**DATA FOR PROCESSING**
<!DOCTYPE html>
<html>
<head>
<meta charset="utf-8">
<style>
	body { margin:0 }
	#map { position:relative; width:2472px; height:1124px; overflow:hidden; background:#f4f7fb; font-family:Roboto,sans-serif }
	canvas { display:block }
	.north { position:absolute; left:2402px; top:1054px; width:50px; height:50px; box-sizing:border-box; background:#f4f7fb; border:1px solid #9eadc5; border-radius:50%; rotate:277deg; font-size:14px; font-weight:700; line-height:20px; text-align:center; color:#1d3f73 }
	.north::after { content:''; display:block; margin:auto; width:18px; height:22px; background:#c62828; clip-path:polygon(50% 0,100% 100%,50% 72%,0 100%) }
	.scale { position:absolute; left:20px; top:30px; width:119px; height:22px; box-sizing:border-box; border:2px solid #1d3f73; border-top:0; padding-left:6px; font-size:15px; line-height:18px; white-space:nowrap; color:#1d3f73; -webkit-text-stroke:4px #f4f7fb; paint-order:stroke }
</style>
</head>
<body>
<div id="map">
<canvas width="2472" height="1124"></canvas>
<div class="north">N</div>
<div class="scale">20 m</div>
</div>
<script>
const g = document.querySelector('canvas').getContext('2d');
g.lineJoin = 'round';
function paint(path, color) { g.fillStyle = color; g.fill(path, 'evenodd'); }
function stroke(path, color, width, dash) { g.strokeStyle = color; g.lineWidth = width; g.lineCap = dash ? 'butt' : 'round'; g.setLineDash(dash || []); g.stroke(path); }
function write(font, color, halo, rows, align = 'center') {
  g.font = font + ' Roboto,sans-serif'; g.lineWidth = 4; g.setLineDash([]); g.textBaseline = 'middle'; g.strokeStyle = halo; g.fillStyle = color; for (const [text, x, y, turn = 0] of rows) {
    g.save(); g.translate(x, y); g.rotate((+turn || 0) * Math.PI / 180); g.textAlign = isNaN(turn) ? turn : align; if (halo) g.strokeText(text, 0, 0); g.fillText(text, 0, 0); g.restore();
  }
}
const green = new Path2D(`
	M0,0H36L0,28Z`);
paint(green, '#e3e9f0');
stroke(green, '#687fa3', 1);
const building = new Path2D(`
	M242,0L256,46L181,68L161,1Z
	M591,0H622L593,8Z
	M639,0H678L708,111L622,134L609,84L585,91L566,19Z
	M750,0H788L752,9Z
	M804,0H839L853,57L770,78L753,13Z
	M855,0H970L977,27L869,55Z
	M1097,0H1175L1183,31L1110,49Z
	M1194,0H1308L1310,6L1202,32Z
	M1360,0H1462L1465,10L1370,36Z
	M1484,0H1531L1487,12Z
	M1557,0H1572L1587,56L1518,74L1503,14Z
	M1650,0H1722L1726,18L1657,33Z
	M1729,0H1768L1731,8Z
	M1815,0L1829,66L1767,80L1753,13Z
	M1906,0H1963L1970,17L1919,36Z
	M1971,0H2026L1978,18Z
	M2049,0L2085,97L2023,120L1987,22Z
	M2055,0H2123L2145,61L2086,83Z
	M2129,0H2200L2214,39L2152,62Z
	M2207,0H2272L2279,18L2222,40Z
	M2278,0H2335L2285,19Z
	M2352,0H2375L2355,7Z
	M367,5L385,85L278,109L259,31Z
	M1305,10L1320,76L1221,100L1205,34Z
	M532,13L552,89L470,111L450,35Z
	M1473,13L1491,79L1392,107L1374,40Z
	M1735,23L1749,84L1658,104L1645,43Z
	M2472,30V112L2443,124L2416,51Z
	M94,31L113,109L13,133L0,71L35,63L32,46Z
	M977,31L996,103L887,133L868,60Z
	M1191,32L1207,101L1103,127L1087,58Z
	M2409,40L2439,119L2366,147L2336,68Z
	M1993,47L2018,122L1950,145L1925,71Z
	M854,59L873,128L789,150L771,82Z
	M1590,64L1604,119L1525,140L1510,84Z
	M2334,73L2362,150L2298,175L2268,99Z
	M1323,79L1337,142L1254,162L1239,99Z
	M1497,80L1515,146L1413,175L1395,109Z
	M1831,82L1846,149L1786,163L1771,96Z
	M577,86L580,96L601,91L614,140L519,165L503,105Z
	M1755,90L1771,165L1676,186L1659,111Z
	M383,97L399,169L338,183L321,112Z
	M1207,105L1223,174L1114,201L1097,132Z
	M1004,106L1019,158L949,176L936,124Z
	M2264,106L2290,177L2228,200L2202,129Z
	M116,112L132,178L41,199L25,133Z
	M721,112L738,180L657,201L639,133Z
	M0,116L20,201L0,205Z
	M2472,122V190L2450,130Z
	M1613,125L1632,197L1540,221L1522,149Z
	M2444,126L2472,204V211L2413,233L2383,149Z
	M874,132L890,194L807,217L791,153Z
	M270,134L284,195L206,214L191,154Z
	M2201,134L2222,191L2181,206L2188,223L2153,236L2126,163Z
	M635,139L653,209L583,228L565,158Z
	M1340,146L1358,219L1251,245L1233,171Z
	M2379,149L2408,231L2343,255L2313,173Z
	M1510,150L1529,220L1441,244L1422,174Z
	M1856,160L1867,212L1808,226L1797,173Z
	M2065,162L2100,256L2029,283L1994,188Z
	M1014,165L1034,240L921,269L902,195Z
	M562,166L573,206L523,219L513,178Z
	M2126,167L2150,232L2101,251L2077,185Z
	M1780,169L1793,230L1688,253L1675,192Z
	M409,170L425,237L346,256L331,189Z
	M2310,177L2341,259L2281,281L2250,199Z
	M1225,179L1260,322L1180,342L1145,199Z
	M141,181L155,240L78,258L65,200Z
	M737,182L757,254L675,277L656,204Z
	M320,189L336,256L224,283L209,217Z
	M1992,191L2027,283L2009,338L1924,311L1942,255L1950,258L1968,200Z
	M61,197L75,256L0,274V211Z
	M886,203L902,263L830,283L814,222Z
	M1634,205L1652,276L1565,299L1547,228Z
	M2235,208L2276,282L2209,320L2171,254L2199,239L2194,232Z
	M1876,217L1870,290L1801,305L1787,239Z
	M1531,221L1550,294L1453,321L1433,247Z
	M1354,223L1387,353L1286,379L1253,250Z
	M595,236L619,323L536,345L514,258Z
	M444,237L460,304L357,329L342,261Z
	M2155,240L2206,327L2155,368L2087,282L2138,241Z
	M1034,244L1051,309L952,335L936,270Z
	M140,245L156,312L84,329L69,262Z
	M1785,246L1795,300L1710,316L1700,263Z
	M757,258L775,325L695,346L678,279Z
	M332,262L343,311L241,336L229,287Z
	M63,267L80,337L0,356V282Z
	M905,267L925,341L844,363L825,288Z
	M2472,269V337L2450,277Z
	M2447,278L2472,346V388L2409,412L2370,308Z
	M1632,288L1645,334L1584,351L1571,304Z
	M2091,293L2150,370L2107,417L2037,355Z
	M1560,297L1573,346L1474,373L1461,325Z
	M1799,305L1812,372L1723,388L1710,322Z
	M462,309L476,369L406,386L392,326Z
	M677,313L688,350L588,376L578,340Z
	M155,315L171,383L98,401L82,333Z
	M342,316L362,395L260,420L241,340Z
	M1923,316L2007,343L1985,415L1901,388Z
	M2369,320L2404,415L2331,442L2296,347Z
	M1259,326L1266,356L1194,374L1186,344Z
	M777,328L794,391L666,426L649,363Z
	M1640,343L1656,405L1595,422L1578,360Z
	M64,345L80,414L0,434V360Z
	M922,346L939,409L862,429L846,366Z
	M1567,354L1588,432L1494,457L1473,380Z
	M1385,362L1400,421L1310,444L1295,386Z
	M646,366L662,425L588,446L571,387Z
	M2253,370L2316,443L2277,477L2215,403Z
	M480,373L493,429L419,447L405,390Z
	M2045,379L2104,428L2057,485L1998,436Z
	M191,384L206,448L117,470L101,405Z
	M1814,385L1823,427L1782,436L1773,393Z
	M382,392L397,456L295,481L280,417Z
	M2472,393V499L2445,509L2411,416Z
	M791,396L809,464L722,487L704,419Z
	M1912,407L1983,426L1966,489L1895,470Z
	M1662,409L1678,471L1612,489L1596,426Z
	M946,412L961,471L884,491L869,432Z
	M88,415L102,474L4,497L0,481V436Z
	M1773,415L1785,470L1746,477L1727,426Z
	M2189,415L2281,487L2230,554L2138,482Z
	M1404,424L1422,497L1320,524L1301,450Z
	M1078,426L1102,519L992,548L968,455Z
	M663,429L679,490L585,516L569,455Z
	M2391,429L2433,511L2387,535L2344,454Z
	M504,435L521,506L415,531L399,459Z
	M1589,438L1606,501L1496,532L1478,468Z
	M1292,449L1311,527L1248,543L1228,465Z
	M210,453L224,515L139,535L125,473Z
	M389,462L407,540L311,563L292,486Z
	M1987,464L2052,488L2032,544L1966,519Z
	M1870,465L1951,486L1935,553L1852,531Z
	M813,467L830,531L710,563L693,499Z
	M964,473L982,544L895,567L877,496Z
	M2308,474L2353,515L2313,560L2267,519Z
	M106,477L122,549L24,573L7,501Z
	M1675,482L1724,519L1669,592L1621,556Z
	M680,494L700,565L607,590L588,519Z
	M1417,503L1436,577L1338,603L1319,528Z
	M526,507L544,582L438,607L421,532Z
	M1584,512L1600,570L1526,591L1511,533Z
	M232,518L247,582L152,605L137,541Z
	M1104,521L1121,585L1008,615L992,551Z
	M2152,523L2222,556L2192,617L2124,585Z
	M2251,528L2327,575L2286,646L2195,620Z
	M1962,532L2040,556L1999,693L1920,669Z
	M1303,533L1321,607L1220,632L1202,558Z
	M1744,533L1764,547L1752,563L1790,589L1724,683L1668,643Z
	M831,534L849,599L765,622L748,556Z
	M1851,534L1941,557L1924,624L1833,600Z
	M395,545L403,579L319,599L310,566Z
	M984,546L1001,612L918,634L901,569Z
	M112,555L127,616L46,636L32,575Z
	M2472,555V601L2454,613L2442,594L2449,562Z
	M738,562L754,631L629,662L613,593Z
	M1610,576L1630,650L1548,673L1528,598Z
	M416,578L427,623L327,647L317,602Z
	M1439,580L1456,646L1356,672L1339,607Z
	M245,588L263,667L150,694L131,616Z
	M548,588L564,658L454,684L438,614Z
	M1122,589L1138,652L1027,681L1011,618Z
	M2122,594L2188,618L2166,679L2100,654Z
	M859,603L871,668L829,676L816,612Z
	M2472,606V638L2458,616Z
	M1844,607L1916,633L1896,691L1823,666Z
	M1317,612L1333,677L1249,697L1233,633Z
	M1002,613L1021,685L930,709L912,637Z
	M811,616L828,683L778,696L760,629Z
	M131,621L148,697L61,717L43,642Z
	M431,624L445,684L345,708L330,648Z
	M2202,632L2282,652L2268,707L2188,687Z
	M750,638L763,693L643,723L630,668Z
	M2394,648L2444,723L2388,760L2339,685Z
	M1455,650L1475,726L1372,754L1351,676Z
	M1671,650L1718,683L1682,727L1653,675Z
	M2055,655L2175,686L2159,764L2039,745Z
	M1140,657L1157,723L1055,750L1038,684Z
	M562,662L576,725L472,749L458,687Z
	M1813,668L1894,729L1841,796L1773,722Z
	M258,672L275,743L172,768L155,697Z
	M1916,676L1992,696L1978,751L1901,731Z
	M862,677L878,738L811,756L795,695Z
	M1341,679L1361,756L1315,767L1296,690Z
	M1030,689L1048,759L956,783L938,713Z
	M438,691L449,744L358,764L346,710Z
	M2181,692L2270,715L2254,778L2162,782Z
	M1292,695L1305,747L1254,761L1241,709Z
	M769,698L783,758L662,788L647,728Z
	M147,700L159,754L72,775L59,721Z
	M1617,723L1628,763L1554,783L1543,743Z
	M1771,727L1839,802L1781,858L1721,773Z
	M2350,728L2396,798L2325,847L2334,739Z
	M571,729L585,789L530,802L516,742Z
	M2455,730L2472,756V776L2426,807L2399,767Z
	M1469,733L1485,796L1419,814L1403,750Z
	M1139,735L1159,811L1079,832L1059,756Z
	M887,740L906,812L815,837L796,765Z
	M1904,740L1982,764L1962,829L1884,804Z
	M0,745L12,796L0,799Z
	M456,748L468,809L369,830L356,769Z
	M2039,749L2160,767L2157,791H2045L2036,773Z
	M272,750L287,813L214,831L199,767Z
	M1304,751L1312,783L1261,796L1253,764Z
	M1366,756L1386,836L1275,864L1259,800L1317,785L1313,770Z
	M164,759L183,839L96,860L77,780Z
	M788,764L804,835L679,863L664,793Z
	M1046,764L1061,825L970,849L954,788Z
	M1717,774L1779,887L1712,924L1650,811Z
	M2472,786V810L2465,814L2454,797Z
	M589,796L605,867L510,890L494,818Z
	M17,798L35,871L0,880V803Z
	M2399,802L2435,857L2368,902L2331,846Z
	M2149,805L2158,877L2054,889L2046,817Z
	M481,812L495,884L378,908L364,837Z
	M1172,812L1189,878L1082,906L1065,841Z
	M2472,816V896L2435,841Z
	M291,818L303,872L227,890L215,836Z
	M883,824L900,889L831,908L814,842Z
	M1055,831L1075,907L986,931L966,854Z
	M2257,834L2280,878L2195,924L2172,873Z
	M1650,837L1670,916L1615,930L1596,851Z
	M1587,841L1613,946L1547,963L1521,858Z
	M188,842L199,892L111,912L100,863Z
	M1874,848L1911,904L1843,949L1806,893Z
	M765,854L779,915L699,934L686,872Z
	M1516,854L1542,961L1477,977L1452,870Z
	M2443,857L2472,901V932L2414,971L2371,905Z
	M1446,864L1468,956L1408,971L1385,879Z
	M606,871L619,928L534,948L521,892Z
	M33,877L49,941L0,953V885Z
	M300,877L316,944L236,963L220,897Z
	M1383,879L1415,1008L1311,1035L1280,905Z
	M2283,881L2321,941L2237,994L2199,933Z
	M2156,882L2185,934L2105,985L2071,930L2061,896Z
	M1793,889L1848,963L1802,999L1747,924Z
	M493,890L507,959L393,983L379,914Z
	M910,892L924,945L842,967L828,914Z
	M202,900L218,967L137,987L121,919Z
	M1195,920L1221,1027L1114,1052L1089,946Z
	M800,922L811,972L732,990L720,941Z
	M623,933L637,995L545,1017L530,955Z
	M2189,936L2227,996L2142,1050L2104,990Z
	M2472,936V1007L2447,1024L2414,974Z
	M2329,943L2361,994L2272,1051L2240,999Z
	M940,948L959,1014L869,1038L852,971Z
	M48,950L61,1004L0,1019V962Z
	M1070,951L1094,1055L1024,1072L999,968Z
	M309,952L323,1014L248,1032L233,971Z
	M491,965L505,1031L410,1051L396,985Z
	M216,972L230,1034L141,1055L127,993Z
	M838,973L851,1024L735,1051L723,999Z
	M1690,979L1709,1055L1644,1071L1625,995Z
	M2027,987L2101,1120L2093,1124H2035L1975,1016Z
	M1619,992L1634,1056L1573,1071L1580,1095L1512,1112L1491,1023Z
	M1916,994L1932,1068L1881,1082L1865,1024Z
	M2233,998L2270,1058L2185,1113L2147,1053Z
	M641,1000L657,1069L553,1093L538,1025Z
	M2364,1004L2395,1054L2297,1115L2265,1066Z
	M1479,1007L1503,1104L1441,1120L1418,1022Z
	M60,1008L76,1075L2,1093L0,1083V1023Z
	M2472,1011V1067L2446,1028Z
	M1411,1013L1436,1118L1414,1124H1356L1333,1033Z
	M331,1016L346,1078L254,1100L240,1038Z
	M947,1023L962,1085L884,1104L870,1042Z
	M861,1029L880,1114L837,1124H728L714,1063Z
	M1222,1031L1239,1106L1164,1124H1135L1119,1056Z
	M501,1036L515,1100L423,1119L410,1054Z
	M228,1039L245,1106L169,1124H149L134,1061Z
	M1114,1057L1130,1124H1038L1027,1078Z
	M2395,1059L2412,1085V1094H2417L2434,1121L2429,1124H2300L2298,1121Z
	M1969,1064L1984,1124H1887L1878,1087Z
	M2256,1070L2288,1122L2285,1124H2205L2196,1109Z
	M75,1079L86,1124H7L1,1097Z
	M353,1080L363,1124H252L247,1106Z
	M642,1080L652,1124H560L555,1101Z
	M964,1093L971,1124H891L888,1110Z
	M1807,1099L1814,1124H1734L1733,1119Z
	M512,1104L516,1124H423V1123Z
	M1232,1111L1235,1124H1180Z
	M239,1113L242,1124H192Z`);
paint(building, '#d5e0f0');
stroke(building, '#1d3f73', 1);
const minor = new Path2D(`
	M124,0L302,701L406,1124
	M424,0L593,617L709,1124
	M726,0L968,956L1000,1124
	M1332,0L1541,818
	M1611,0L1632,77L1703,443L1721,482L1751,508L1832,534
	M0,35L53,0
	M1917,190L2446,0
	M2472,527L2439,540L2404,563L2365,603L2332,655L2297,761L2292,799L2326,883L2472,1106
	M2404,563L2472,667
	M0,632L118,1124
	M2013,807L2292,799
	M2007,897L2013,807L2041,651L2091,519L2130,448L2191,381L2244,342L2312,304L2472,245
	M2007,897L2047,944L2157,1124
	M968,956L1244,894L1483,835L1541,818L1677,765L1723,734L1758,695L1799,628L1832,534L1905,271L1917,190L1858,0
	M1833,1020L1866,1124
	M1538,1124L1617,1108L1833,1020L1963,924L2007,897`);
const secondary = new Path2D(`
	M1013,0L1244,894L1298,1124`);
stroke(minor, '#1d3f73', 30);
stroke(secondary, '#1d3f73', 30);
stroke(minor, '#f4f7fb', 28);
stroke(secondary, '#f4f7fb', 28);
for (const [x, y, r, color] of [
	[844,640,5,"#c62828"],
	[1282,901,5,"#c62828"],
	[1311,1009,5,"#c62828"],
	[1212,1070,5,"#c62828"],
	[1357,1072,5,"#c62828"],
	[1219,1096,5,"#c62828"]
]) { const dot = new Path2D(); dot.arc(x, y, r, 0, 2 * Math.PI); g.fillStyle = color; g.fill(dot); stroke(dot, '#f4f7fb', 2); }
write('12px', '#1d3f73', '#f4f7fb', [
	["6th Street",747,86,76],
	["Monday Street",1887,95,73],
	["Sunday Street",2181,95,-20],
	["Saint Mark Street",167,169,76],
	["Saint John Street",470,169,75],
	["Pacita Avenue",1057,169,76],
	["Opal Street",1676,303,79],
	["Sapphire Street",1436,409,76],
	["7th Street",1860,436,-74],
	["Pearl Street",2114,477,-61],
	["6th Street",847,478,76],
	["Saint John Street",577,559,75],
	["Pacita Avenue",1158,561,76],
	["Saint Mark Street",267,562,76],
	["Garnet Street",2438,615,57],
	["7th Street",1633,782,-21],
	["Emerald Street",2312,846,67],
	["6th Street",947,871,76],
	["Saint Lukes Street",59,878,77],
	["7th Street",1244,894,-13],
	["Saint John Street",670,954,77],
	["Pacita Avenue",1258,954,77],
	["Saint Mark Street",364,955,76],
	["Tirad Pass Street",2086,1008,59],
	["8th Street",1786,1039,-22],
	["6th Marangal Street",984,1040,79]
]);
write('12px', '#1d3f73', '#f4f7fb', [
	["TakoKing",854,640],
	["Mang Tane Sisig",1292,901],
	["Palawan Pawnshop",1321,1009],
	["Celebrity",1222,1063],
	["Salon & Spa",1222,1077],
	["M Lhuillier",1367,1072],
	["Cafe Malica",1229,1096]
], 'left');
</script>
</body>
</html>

**YOUR ASSIGNMENT**
Ending with the line containing "position:absolute; left:2402px; top:1054px;", please print exactly the lines of the material above from its first line onward, and nothing else.

**RESPONSE TO THIS TASK**
<!DOCTYPE html>
<html>
<head>
<meta charset="utf-8">
<style>
	body { margin:0 }
	#map { position:relative; width:2472px; height:1124px; overflow:hidden; background:#f4f7fb; font-family:Roboto,sans-serif }
	canvas { display:block }
	.north { position:absolute; left:2402px; top:1054px; width:50px; height:50px; box-sizing:border-box; background:#f4f7fb; border:1px solid #9eadc5; border-radius:50%; rotate:277deg; font-size:14px; font-weight:700; line-height:20px; text-align:center; color:#1d3f73 }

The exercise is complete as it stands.